* [Exercise prompt]: Reproduce the listing below in full and without alteration, apart from its pictures.

* [Listed records]:
-*-*-

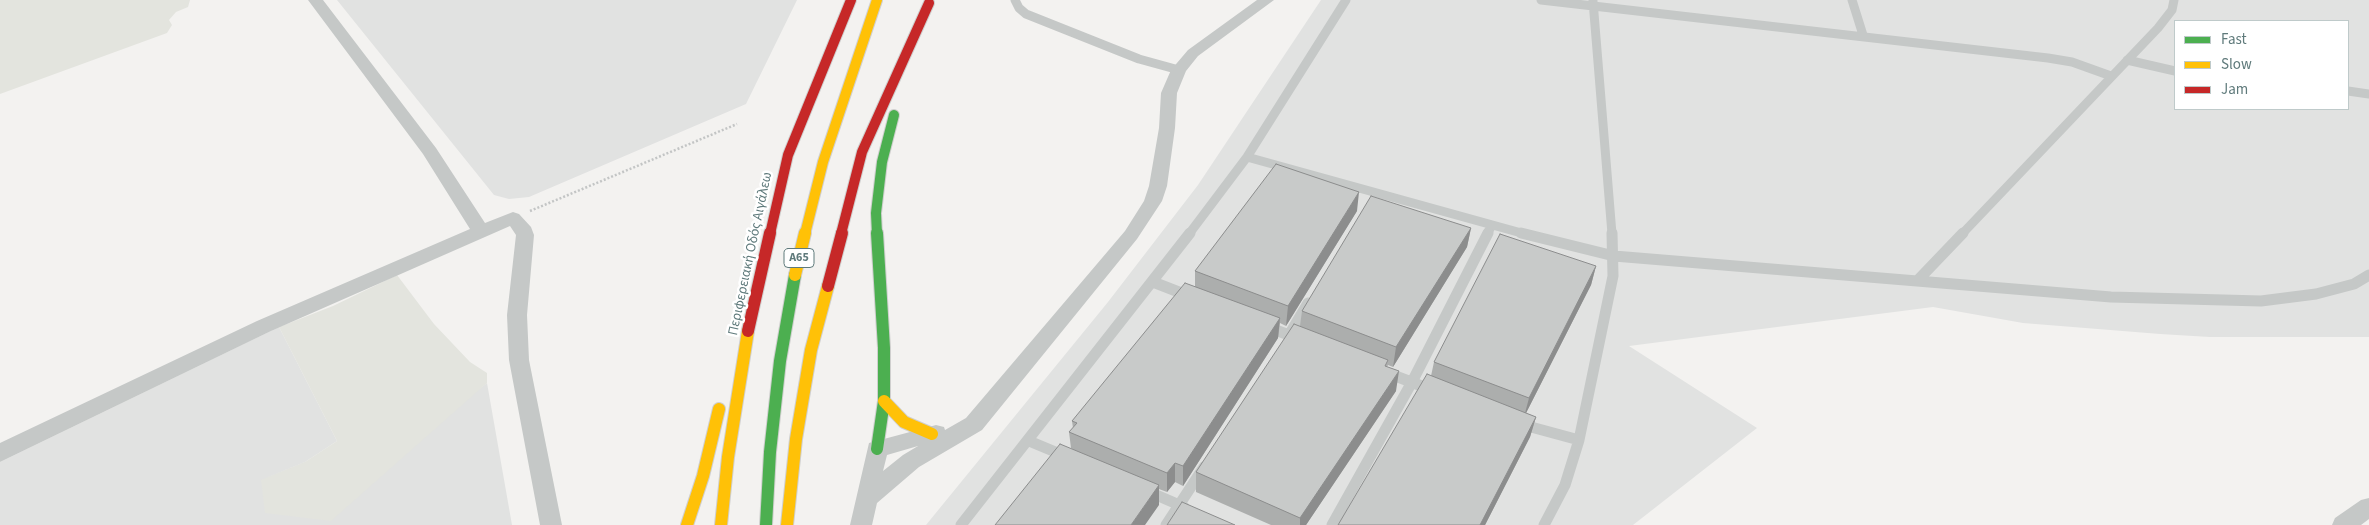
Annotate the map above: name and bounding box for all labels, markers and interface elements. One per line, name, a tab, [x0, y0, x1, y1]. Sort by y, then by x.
legend	[2174, 20, 2349, 110]
text: Fast	[2221, 29, 2247, 50]
text: Slow	[2221, 54, 2252, 75]
text: Jam	[2221, 79, 2248, 100]
street label: Περιφερειακή Οδός Αιγάλεω	[725, 171, 777, 337]
road number: Α65	[784, 248, 814, 268]

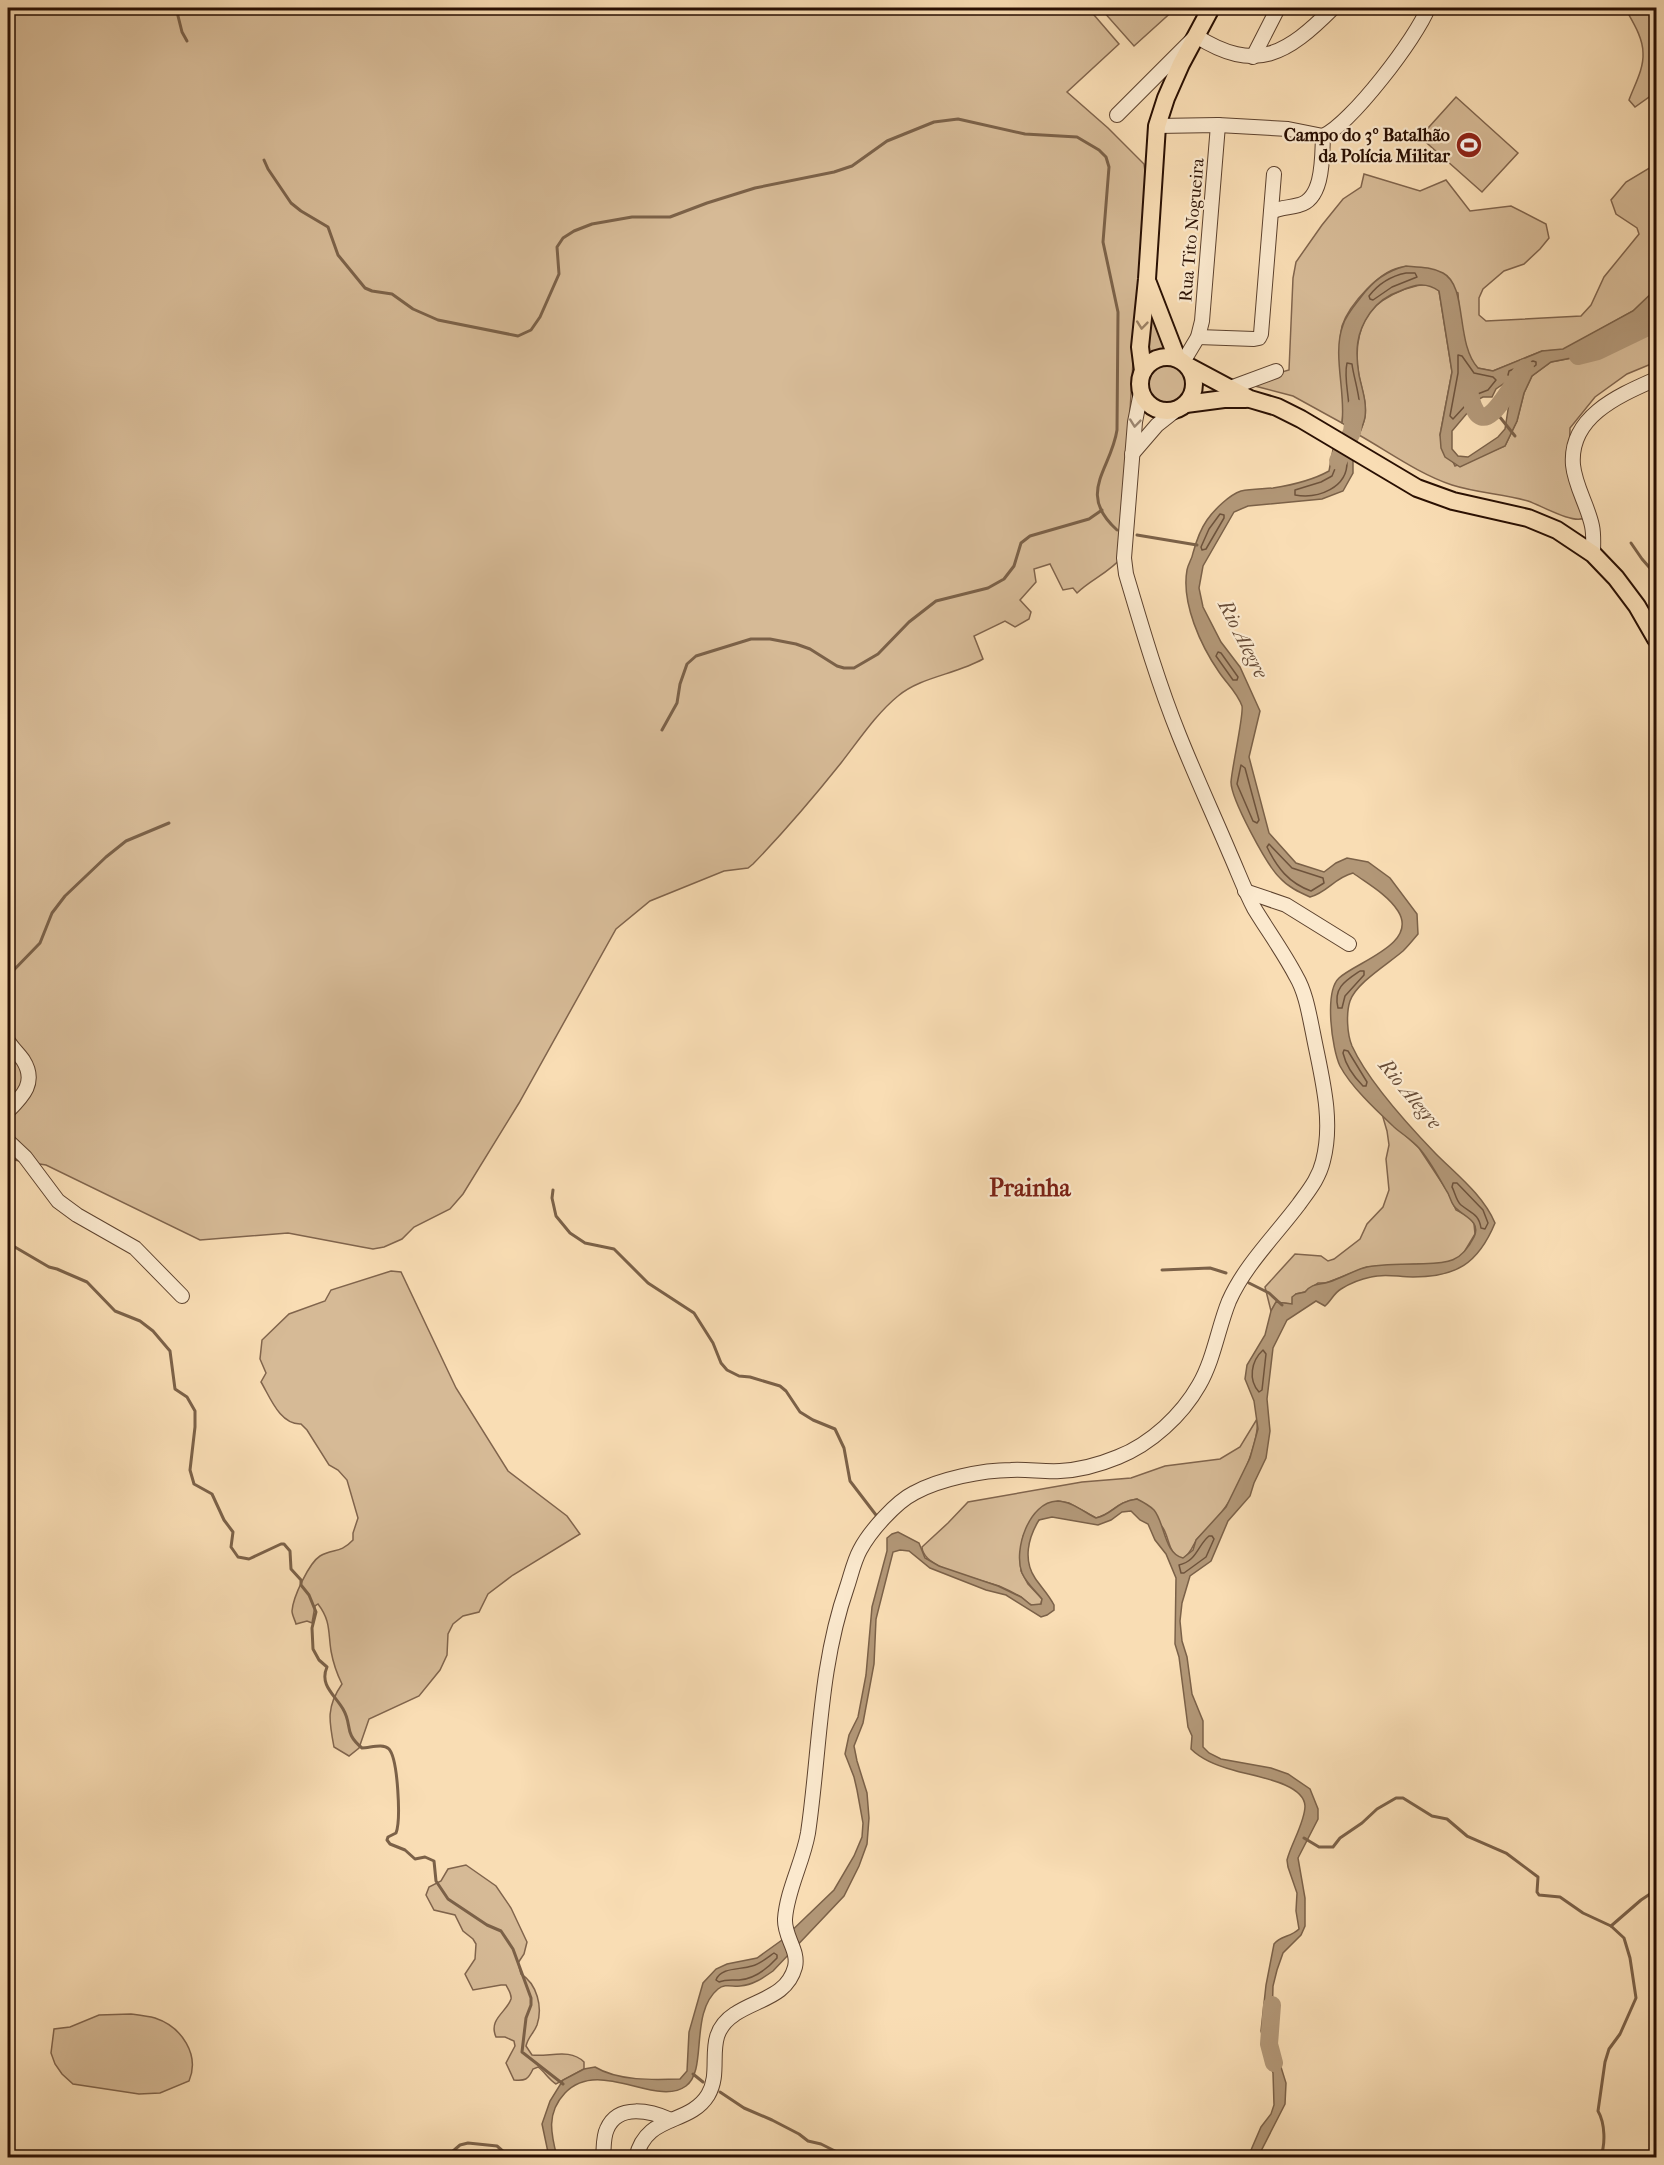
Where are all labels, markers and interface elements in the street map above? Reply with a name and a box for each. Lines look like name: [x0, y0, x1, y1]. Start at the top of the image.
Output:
place label: Campo do 3º Batalhão da Polícia Militar: [1284, 125, 1450, 167]
sports icon: Campo do 3º Batalhão da Polícia Militar: [1454, 130, 1484, 160]
street label: Rua Tito Nogueira: [1175, 157, 1209, 303]
one-way arrow: [1136, 321, 1149, 330]
one-way arrow: [1129, 418, 1142, 427]
water label: Rio Alegre: [1213, 594, 1273, 683]
water label: Rio Alegre: [1373, 1053, 1447, 1134]
district label: Prainha: [989, 1174, 1072, 1202]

-*-*-

* [Answer area]:
Annotate the map above: name and bounding box for all labels, markers and interface elements. One per line, name, a tab, [x0, y0, x1, y1]. Sort by y, then by x.
legend	[2174, 20, 2349, 110]
text: Fast	[2221, 29, 2247, 50]
text: Slow	[2221, 54, 2252, 75]
text: Jam	[2221, 79, 2248, 100]
street label: Περιφερειακή Οδός Αιγάλεω	[725, 171, 777, 337]
road number: Α65	[784, 248, 814, 268]

Where are all labels, markers and interface elements in the street map above? Reply with a name and a box for each. Lines look like name: [x0, y0, x1, y1]. Start at the top of the image.
Output:
place label: Campo do 3º Batalhão da Polícia Militar: [1284, 125, 1450, 167]
sports icon: Campo do 3º Batalhão da Polícia Militar: [1454, 130, 1484, 160]
street label: Rua Tito Nogueira: [1175, 157, 1209, 303]
one-way arrow: [1136, 321, 1149, 330]
one-way arrow: [1129, 418, 1142, 427]
water label: Rio Alegre: [1213, 594, 1273, 683]
water label: Rio Alegre: [1373, 1053, 1447, 1134]
district label: Prainha: [989, 1174, 1072, 1202]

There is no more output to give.